Telemarketing estuda ir à Justiça contra bloqueio

Marcelo Moreira

27 de março de 2009 | 21h27

CAROLINA FREITAS – AGÊNCIA ESTADO

O setor de telemarketing estuda ir à Justiça contra a lei estadual em São Paulo que cria um cadastro de telefones bloqueados à propaganda. A Lei nº 13.226, de 2008, que entrará em vigor na próxima quarta-feira (dia 1º), proíbe as empresas de ligarem para consumidores paulistas cadastrados, por iniciativa própria, em um banco de dados da Fundação Procon.

O presidente da Associação Brasileira das Relações Empresa Cliente (Abrarec), Roberto Meir, vê inconstitucionalidade na iniciativa. “A questão é de âmbito nacional.
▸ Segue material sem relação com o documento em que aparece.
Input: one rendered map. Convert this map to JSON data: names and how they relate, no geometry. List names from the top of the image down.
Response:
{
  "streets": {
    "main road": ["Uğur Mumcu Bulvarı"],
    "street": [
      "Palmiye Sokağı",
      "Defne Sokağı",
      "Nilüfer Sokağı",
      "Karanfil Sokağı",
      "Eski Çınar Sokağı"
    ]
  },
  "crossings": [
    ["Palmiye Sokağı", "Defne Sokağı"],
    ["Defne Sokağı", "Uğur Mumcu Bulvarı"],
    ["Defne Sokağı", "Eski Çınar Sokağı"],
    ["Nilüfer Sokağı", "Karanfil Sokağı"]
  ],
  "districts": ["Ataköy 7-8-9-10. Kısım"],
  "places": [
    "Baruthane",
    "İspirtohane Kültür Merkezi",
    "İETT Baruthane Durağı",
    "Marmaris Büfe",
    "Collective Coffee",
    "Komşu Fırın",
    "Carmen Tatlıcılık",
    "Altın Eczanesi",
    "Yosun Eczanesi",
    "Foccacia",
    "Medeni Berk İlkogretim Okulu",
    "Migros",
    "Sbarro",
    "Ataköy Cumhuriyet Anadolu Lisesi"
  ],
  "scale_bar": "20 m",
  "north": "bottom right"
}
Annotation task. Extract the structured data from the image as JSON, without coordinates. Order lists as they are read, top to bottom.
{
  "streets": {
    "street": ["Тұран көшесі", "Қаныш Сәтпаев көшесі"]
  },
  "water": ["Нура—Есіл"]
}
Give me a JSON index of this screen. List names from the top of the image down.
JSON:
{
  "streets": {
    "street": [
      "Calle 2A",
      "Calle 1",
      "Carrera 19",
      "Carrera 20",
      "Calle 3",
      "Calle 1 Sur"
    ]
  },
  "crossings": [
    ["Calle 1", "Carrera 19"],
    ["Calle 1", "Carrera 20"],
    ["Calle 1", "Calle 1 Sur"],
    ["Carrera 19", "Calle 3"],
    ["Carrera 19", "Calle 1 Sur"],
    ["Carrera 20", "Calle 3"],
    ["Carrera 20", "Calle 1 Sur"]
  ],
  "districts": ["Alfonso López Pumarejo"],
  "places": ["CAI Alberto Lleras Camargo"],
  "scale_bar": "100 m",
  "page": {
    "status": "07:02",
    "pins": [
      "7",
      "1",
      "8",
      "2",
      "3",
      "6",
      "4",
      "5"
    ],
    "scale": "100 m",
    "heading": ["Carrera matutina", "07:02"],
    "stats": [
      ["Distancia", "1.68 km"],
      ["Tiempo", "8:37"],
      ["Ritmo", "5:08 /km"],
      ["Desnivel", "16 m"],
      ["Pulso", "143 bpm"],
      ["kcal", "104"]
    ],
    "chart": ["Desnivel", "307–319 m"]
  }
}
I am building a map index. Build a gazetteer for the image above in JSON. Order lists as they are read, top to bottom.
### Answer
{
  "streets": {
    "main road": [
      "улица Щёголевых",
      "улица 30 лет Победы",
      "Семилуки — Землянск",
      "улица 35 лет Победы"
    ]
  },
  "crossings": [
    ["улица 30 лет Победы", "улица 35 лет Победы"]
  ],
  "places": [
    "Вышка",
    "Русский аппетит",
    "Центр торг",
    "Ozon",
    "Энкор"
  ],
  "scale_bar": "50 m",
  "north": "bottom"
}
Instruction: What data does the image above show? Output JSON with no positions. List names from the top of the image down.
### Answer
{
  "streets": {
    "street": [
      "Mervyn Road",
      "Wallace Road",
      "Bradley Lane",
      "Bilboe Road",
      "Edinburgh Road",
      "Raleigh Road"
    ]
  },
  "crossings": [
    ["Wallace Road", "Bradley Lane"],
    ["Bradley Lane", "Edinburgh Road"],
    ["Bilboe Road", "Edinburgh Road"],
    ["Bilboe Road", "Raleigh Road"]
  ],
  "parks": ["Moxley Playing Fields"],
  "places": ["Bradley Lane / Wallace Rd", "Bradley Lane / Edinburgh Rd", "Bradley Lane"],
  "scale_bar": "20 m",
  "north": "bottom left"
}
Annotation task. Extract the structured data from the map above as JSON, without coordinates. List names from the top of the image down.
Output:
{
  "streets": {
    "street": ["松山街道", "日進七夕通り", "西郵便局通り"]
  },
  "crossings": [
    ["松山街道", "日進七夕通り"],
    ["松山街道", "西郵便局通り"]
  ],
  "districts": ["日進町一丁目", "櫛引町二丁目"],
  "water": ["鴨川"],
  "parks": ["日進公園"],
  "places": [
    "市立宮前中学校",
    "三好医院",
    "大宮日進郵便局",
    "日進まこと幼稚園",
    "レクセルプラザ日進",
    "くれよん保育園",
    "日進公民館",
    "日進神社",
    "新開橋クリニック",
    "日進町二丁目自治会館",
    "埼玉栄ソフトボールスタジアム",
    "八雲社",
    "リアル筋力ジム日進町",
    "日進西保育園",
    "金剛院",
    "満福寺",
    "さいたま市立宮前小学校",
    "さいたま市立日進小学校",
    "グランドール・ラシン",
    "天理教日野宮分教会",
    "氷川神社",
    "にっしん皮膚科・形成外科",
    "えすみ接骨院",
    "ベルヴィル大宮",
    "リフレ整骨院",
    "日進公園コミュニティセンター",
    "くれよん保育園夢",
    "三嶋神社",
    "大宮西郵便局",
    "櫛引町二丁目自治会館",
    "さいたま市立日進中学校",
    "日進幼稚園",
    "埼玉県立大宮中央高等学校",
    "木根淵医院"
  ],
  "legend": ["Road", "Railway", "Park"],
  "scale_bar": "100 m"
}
Não cabe ao governo estadual tratar de um assunto que atinge o setor que mais emprega no País.” Os integrantes da associação decidirão na segunda-feira se vão ingressar na Justiça contra a lei.

Para o presidente do Sindicato Paulista das Empresas de Telemarketing (Sintelmark), Diogo Morales, a lei é positiva, mas deveria ter um caráter nacional para não prejudicar o setor no Estado.

“A lei é interessante para a redução de custo dos call centers”, reconhece Morales. “Se bem feito, o cadastro nos direcionaria apenas para pessoas que estão interessadas e dispostas a comprar o produto.” O empresário pondera, porém, que a regra deveria ser a mesma para todo o País.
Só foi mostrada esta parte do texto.